■ SOURCE DATA:
————

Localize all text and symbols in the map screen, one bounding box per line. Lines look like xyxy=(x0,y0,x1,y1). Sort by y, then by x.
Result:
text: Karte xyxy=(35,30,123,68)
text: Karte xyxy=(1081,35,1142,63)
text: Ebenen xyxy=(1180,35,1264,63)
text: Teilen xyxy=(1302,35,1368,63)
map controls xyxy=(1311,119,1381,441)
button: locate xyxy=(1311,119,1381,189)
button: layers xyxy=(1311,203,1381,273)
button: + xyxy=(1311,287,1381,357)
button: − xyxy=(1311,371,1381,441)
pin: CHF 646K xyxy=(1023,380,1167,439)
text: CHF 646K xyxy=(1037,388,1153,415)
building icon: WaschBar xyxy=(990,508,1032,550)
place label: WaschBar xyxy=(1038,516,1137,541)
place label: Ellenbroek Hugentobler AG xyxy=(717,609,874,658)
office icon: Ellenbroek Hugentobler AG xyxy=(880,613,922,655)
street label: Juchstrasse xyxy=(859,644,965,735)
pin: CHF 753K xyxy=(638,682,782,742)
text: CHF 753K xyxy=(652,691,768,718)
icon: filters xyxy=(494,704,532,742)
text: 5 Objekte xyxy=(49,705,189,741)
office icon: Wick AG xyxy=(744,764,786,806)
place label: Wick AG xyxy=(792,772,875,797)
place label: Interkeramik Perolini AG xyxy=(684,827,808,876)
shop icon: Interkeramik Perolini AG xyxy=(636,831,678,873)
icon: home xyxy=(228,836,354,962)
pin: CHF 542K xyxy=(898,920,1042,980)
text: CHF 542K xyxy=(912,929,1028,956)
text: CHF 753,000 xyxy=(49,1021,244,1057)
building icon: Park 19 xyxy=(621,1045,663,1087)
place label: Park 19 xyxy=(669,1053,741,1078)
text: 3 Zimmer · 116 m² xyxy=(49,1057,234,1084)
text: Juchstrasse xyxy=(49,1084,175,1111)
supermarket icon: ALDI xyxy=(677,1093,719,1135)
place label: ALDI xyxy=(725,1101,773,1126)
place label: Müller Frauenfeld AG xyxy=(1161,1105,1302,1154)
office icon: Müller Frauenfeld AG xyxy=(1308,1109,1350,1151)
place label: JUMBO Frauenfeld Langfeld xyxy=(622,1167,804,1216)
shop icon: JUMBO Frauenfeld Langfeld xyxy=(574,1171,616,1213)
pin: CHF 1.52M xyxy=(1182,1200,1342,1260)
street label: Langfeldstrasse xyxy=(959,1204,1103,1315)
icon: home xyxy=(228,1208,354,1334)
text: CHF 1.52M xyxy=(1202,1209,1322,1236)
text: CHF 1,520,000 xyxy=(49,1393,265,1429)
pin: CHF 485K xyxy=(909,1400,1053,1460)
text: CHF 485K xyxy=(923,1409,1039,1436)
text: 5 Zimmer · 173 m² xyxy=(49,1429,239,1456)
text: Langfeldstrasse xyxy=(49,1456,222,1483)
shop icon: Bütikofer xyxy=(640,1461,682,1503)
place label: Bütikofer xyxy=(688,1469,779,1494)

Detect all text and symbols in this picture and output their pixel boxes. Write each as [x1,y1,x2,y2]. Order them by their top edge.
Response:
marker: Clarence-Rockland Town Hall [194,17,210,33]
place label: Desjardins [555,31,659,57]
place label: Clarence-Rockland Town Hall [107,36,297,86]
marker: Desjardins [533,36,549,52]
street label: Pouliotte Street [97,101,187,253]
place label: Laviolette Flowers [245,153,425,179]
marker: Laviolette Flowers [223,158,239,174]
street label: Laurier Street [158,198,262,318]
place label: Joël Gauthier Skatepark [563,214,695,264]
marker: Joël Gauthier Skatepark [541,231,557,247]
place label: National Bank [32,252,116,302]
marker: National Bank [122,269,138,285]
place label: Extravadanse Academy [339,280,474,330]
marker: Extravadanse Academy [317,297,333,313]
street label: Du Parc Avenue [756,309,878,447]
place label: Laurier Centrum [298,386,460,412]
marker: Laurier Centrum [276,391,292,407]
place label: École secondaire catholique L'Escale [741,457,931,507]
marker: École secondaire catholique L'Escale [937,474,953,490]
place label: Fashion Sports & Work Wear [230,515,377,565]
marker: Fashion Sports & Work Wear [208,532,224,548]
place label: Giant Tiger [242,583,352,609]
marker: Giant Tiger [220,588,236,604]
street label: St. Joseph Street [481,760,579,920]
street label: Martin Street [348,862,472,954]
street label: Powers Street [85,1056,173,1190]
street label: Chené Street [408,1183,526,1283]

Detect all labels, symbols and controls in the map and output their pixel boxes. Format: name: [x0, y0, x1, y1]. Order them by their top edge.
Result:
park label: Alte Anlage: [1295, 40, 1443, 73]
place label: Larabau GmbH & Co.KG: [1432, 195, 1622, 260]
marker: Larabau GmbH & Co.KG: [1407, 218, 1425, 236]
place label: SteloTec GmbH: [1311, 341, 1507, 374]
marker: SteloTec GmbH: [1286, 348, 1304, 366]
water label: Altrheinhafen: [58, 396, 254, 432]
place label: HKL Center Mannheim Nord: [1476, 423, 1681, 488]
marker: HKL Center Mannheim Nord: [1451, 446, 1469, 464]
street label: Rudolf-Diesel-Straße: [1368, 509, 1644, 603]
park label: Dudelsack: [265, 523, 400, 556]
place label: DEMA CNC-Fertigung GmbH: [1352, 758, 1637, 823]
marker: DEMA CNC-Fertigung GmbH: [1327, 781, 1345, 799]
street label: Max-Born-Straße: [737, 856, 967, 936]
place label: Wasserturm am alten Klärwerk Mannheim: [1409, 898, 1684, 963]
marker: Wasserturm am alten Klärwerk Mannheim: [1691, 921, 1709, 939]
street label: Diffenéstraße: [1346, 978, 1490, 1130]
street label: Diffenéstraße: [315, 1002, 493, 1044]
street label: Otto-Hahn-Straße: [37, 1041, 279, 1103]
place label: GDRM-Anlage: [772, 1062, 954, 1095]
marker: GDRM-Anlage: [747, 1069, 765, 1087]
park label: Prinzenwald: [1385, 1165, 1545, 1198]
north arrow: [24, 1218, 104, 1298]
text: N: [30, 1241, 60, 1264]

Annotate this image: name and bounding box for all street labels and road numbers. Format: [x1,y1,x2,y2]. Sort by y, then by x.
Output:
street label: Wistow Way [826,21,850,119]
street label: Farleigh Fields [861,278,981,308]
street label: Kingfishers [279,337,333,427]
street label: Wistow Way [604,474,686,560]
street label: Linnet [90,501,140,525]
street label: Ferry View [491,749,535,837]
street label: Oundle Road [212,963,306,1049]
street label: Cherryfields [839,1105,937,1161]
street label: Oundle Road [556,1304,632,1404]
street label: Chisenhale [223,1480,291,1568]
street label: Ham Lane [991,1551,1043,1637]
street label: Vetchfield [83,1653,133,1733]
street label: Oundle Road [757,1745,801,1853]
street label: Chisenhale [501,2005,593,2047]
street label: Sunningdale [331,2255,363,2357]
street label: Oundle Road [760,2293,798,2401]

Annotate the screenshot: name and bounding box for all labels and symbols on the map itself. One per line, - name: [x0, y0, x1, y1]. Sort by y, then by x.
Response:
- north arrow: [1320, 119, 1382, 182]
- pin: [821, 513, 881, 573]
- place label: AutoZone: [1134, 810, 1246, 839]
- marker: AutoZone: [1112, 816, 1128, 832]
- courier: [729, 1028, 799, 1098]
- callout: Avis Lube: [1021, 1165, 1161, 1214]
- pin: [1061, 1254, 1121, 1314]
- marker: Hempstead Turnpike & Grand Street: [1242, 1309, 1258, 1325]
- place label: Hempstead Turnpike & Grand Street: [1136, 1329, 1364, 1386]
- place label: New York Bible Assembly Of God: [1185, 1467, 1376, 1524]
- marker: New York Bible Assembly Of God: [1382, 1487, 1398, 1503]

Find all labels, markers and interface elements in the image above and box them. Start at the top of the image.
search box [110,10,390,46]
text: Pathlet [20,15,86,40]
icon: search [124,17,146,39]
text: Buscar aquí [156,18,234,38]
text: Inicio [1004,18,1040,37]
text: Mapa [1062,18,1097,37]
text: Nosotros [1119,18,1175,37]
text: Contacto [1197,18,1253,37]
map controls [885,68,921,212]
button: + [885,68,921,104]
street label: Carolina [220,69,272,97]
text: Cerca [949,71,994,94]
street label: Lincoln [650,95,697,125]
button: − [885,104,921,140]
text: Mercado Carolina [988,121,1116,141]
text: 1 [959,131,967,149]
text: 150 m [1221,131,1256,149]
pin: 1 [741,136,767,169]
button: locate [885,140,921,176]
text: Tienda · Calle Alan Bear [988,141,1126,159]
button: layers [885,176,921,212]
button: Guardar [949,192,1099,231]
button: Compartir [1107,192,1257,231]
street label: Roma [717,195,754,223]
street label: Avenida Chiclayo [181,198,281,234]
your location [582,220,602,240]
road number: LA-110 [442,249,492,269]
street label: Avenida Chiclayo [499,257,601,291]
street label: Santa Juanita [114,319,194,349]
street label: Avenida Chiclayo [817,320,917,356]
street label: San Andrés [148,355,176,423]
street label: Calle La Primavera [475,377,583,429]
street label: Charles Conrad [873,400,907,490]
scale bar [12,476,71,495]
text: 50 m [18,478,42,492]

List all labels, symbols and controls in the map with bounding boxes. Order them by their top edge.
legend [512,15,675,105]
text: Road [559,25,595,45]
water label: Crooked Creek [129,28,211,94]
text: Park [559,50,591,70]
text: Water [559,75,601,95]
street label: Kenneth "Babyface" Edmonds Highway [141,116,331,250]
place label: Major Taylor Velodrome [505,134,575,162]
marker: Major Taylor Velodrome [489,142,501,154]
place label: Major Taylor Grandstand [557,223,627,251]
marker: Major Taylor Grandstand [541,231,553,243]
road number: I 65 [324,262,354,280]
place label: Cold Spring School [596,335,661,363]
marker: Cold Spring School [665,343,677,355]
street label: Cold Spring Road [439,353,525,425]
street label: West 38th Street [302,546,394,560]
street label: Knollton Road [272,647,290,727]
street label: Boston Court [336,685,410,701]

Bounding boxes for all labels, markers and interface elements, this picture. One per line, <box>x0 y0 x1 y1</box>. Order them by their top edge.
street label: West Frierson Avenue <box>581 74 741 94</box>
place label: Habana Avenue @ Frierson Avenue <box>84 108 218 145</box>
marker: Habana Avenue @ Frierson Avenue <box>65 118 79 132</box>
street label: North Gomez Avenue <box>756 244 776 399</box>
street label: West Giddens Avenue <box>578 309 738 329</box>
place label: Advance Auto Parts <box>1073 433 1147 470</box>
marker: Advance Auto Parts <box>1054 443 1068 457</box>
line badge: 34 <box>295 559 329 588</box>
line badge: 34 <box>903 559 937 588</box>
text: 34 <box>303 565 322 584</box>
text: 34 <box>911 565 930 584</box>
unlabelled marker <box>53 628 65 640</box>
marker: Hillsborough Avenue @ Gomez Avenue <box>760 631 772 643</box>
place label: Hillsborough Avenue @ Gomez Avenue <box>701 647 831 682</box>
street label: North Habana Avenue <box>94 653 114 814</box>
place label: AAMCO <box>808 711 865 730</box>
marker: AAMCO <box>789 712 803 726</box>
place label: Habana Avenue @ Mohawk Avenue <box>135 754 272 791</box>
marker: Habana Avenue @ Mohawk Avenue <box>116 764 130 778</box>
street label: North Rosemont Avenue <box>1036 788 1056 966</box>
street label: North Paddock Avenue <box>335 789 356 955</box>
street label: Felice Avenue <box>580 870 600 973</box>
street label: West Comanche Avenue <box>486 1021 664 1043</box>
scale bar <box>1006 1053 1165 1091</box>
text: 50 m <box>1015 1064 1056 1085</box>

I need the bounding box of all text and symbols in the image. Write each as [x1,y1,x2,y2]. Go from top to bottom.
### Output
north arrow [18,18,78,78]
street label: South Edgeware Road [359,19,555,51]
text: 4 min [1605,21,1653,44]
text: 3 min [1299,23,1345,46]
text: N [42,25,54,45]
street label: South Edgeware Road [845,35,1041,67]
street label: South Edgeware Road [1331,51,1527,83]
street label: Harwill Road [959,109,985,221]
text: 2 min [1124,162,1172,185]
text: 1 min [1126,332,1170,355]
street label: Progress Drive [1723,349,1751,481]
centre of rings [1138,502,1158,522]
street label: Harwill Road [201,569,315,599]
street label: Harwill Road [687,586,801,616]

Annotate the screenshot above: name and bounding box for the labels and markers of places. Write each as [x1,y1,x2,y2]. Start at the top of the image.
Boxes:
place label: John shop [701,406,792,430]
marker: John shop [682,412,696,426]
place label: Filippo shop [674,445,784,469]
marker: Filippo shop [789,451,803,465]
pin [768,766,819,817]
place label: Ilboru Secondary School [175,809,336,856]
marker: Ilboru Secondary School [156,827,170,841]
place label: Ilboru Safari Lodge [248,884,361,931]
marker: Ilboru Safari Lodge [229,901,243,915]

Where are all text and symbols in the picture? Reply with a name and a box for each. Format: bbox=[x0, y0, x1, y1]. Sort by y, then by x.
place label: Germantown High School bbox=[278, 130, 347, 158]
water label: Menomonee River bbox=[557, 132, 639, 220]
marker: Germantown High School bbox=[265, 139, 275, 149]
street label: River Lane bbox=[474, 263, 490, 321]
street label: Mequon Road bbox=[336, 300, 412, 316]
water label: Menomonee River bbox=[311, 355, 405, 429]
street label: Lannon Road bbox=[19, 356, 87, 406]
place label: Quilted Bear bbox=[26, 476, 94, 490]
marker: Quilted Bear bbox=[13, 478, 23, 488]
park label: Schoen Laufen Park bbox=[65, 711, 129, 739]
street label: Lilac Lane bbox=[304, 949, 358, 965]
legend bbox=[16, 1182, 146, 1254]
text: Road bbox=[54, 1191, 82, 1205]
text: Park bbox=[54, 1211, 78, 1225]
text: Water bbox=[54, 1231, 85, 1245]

————

■ TASK REQUIREMENTS: Wherever the string "Secondary" turns up in the material, copy the whole line.

■ SOLUTION:
place label: Ilboru Secondary School [175,809,336,856]
marker: Ilboru Secondary School [156,827,170,841]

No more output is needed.